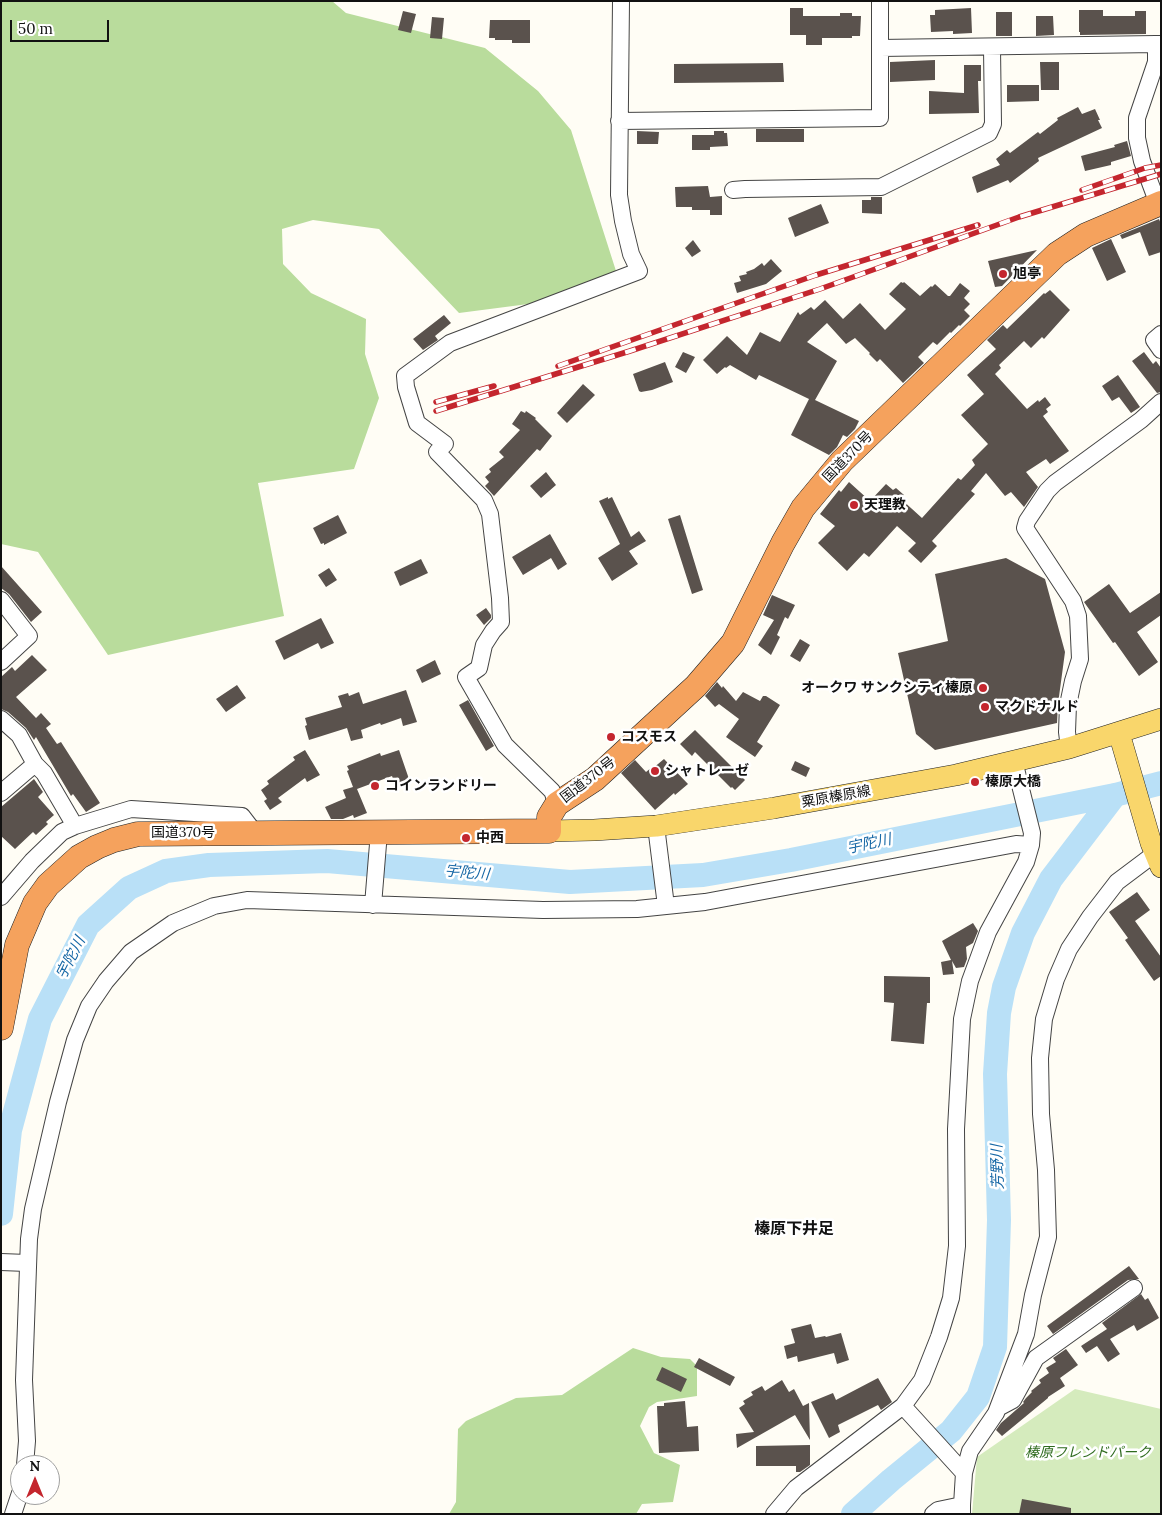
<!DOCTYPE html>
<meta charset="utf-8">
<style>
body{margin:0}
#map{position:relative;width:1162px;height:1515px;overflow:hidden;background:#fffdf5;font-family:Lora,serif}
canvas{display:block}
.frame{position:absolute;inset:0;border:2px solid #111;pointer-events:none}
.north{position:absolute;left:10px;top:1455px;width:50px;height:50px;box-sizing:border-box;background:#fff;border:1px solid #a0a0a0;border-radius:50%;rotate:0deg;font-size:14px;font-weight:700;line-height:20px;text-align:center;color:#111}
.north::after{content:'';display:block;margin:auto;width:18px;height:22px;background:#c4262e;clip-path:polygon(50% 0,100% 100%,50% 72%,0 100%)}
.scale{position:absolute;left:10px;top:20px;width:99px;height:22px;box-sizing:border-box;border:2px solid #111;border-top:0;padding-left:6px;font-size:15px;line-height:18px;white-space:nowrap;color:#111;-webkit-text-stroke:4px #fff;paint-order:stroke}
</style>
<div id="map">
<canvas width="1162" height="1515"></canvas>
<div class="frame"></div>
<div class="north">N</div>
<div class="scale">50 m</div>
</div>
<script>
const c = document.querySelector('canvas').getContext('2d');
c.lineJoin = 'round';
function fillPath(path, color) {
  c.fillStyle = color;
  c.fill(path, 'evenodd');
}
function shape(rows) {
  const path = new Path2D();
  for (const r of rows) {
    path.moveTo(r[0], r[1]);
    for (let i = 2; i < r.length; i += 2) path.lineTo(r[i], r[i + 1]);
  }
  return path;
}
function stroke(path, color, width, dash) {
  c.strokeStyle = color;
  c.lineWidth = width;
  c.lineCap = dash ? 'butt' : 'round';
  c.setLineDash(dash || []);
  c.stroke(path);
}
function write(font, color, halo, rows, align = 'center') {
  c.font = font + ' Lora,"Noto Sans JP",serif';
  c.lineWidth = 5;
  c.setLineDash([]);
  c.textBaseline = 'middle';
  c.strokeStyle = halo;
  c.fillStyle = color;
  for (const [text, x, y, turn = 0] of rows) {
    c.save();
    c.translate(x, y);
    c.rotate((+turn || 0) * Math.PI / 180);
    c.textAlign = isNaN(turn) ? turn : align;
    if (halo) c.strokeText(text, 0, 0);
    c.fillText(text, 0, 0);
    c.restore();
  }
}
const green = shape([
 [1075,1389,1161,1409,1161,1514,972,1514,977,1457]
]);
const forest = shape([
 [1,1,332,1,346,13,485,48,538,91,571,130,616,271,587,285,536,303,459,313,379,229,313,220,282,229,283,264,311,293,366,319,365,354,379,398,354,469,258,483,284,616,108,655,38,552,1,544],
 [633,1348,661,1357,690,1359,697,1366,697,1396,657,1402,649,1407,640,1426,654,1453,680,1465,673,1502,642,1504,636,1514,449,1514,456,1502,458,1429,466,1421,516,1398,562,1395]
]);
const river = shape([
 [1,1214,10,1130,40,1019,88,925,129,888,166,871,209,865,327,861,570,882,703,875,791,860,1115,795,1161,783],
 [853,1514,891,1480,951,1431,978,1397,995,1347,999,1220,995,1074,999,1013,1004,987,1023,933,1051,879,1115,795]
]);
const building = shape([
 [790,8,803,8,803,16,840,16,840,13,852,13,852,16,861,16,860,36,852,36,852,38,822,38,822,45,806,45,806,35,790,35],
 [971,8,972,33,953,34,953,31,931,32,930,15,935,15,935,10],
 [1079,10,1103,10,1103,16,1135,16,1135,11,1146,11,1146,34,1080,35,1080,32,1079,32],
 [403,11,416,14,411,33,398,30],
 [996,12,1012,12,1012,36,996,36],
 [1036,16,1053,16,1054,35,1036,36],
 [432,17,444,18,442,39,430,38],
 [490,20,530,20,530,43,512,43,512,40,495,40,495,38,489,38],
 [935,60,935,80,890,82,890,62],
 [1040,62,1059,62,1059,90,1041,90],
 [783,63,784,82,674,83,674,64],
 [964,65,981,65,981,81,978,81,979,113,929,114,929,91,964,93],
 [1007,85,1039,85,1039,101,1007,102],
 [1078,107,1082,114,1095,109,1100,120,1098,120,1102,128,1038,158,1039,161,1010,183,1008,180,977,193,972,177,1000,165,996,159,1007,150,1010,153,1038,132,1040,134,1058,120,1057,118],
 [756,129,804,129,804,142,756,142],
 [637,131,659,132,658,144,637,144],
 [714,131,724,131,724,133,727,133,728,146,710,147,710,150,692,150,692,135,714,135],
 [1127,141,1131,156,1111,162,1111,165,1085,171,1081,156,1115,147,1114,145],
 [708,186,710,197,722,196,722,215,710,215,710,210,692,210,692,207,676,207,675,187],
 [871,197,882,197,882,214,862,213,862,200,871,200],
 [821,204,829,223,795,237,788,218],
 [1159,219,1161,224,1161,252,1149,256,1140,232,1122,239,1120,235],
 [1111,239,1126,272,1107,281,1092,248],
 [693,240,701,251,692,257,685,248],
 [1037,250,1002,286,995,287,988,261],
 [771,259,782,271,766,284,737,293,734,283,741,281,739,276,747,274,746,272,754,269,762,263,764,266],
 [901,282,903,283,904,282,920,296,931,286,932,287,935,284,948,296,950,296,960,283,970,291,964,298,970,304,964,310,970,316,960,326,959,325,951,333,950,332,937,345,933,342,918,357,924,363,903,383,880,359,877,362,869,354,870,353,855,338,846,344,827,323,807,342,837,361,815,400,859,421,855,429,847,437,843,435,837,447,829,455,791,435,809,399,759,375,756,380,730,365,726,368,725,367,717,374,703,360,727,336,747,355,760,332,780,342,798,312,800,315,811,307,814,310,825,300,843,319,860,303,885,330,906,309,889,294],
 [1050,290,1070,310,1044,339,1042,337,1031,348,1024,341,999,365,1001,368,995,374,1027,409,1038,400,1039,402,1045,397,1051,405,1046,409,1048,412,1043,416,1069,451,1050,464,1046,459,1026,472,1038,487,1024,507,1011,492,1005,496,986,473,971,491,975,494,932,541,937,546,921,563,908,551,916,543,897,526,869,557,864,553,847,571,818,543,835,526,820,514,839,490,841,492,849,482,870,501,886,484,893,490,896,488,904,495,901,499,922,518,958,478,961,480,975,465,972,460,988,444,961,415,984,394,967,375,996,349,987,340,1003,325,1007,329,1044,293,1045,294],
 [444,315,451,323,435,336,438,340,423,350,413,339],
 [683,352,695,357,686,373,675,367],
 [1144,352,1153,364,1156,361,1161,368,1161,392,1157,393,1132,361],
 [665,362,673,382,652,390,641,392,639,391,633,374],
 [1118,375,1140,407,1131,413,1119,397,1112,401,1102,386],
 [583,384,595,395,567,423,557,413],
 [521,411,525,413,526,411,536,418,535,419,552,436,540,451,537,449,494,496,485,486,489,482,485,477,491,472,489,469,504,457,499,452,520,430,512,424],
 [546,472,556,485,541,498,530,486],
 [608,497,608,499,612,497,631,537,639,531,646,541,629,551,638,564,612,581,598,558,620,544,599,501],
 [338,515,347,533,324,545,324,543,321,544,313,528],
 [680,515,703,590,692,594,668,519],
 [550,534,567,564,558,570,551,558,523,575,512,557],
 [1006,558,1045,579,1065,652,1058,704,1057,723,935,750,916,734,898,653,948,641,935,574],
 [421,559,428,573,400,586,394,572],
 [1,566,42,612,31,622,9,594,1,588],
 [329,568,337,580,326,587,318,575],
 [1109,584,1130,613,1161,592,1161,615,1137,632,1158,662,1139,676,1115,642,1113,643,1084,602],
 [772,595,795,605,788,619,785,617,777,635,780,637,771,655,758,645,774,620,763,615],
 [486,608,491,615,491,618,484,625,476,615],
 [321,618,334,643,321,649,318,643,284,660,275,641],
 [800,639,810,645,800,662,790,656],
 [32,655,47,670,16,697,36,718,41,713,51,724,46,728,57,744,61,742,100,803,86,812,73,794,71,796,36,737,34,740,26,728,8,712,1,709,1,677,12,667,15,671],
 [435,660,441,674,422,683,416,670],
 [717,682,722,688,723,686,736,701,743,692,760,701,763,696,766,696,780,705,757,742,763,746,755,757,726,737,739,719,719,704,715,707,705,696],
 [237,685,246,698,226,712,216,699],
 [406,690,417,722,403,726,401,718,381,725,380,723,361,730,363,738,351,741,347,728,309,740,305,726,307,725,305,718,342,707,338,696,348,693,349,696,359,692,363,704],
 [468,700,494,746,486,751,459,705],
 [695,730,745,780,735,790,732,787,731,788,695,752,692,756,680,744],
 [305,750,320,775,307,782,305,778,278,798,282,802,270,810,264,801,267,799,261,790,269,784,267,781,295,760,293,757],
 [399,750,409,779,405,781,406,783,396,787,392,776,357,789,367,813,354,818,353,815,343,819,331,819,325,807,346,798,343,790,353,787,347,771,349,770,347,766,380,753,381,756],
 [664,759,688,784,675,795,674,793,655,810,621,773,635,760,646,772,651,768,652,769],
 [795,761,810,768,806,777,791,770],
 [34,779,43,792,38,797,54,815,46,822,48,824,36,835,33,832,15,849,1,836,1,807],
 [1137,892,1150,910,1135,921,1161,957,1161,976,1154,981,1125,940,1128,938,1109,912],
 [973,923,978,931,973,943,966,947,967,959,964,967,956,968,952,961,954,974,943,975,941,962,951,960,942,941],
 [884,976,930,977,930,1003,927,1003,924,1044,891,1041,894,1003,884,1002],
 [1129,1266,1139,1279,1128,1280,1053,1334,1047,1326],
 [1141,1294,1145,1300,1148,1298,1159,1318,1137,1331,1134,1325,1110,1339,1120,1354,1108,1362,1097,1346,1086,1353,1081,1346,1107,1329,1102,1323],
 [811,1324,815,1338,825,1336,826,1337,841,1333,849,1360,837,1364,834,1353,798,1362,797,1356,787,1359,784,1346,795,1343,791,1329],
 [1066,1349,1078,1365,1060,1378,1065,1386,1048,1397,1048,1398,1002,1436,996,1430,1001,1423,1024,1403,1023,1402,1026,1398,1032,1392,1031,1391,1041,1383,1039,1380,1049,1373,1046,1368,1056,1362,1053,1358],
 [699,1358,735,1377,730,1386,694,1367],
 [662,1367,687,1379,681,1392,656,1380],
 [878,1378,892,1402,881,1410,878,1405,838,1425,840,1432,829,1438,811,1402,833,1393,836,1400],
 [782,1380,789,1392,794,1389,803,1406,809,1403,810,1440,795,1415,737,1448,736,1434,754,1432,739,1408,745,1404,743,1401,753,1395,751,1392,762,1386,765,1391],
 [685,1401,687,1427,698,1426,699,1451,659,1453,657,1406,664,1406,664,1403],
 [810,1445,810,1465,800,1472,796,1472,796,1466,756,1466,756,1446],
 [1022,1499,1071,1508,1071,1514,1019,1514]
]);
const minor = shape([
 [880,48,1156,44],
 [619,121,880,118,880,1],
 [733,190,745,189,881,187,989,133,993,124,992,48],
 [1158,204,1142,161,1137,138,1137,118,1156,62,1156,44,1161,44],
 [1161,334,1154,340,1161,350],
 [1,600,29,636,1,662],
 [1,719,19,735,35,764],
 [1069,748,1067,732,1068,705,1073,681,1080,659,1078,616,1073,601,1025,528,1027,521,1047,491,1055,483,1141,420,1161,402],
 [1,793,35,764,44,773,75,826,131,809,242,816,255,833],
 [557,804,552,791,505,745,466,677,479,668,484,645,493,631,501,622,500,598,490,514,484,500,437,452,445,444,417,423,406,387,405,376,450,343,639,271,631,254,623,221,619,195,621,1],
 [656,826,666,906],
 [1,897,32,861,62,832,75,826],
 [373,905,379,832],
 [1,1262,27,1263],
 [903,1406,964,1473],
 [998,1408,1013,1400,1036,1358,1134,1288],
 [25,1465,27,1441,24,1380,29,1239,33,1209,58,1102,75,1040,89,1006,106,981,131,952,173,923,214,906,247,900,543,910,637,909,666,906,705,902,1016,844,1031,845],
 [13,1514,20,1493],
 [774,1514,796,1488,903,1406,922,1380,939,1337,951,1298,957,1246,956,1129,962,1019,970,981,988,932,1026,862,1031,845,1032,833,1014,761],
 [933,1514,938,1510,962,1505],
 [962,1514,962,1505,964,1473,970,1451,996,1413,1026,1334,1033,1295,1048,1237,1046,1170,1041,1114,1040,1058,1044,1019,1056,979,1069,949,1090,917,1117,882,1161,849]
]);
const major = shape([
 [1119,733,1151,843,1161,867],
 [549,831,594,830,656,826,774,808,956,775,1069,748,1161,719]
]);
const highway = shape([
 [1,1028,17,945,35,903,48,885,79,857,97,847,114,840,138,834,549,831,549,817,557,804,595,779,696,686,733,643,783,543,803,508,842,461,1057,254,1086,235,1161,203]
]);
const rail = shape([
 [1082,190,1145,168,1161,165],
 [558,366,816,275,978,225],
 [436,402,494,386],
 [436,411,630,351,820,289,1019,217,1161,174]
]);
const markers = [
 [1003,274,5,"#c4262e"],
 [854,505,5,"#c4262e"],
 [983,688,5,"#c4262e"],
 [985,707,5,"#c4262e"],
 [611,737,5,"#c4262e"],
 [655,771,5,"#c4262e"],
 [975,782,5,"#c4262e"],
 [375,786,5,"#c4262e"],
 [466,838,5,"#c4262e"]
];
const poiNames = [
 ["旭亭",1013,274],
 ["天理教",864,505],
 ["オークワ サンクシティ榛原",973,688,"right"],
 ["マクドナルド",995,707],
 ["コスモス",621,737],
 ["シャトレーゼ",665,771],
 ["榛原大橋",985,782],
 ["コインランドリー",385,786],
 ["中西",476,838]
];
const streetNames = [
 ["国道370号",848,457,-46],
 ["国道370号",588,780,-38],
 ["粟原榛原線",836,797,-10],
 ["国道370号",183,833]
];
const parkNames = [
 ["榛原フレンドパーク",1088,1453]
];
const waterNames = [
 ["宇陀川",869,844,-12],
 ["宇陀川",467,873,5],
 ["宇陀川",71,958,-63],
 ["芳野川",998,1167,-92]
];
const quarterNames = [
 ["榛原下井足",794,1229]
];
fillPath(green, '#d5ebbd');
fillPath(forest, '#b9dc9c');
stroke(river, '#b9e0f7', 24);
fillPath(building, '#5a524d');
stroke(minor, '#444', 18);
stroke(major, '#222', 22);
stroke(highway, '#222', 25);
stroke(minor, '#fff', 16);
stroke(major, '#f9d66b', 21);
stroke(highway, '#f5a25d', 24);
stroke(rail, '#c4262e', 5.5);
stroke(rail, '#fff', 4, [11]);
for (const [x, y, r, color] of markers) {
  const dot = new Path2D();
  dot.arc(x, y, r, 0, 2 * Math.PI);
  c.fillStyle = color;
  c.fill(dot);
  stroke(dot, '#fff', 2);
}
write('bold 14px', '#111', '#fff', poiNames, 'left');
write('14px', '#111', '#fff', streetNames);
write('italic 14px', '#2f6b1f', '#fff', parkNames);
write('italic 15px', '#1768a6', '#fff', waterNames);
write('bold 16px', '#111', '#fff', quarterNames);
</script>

____________

All lines above from the line with "for (const r" through the line with "c.lineCap = dash ? 'butt' : 'round';", both included, are to be set down exactly, with nothing else.

→ Written solution:
  for (const r of rows) {
    path.moveTo(r[0], r[1]);
    for (let i = 2; i < r.length; i += 2) path.lineTo(r[i], r[i + 1]);
  }
  return path;
}
function stroke(path, color, width, dash) {
  c.strokeStyle = color;
  c.lineWidth = width;
  c.lineCap = dash ? 'butt' : 'round';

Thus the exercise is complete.